People Don’t Really Care About Boxing Much Now
Badou Jack won the WBC Cruiserweight title on this card, while a fight between two social media/reality TV stars main evented. Badou Jack has more fights than both of these guys combined – but the conversation has fully been around Paul and Fury.
The raw truth is that boxing as a sport, while not dying is a niche interest now, rather than being the big event it used to be. The pay-outs are high, but interest is low. Boxing will likely remain the chosen sport for celebrities looking to try their hand at exhibition and charity events – purely because it is far easier to pick up than something like MMA or kickboxing. Creator Clash 2, the upcoming E-Celeb boxing event, will probably be more talked about than any boxing match this year.
Jake Paul is Certainly Competent
I have wrote before that pretending Jake Paul can’t box is a fool’s errand. He has power, he has a decent left hook but where he struggles is movement. Compared to Fury, Paul was comparatively stiff. Fury was happy to move in and out and was visibly looser in the shoulders, as you would expect from someone who grew up boxing as opposed to someone who started in 2018.
I’m not expecting Jake Paul to ever become a world champion boxer, and I wouldn’t be at all surprised if his career is in MMA in the near future, given his high school wrestling experience and his boxing being strong enough to carry him in the PFL, assuming he builds his grappling skills.
Tommy Fury is Not His Brother
I think this fight will negatively hurt Tommy Fury’s reputation. As rather than being a sure fire victory, he was unable to knock Paul out. While it was a comfortable victory for Fury, the audience was expecting something he didn’t deliver. There is an unusually venomous hate train for Jake Paul and the desire to see him knocked out will probably leave audiences considering Fury a failure rather than a winner. Comparatively Paul comes out of this looking fairly good to all but the most delusional haters.
So what’s next?
Nobody can predict the future, but I would be surprised if we ever see Tommy Fury in a fight this big that doesn’t involve Jake Paul. Fury is not a high level boxer and so far his performances have been underwhelming even against weak opposition. I’d be delighted to be wrong on that point, but right now, I am not convinced that any of the Fury family beyond Tyson truly have the ability that has made him so successful.

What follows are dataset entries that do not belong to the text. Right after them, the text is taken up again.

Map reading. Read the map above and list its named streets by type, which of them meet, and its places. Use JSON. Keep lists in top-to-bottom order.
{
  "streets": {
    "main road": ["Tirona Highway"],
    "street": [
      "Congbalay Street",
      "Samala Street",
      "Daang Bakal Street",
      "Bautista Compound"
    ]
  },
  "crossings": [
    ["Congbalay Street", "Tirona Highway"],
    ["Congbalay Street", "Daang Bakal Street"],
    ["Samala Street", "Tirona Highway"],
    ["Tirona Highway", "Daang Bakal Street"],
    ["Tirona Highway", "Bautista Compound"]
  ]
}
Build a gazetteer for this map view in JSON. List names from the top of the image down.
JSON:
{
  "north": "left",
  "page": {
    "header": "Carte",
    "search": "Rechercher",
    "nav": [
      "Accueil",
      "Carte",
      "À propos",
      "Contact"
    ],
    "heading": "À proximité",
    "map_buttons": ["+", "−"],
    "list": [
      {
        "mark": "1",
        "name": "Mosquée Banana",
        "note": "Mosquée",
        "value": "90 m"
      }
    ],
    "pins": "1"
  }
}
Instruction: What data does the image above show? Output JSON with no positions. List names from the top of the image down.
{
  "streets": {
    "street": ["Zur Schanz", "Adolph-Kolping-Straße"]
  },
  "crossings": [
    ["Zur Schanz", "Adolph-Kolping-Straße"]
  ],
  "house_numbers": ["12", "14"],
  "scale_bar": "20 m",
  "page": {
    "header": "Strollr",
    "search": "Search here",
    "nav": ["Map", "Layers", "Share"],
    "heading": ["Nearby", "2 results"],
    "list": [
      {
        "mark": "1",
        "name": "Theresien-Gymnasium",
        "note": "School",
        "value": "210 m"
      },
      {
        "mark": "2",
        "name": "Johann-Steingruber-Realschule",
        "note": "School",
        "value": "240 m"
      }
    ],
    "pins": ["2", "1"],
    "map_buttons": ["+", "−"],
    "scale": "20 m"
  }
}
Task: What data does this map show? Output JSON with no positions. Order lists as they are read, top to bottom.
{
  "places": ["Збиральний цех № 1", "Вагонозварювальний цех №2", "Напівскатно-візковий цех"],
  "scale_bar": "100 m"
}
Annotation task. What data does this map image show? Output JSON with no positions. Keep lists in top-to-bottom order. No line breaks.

As for Jake Paul? There’s too much money in him fighting for him to conceivably stop, but I would not be surprised to see him make a permanent move to MMA. It makes sense that he would make the switch soon given that grappling will come more naturally to him. That being said, he went the distance with a young professional boxer and losing a fight is simply part of the sport.
Michael Bisping said ‘the Jake Paul experiment is over’. This is wishful thinking. The reality in sports is a loss, is usually, just a loss. The real question is will boxing continue to shrink without these circus show fights. Is the Jake Paul experiment putting more eyes on the sport, and will any of those fans of his become fans of boxing itself. I lean towards no, but maybe I’m wrong.